> Exercise directions
Give every line of the listing back, exactly as written.

> Provided information
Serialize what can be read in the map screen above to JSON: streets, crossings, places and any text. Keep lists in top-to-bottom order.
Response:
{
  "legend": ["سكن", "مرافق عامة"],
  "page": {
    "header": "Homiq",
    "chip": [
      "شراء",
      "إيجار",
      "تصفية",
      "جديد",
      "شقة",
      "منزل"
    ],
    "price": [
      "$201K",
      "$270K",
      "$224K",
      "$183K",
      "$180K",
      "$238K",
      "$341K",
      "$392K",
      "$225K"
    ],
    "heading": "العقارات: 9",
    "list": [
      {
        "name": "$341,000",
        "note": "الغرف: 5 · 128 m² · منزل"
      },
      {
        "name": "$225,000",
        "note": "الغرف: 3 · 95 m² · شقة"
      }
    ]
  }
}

> Task output
Serialize what can be read in the map screen above to JSON: streets, crossings, places and any text. Keep lists in top-to-bottom order.
Response:
{
  "legend": ["سكن", "مرافق عامة"],
  "page": {
    "header": "Homiq",
    "chip": [
      "شراء",
      "إيجار",
      "تصفية",
      "جديد",
      "شقة",
      "منزل"
    ],
    "price": [
      "$201K",
      "$270K",
      "$224K",
      "$183K",
      "$180K",
      "$238K",
      "$341K",
      "$392K",
      "$225K"
    ],
    "heading": "العقارات: 9",
    "list": [
      {
        "name": "$341,000",
        "note": "الغرف: 5 · 128 m² · منزل"
      },
      {
        "name": "$225,000",
        "note": "الغرف: 3 · 95 m² · شقة"
      }
    ]
  }
}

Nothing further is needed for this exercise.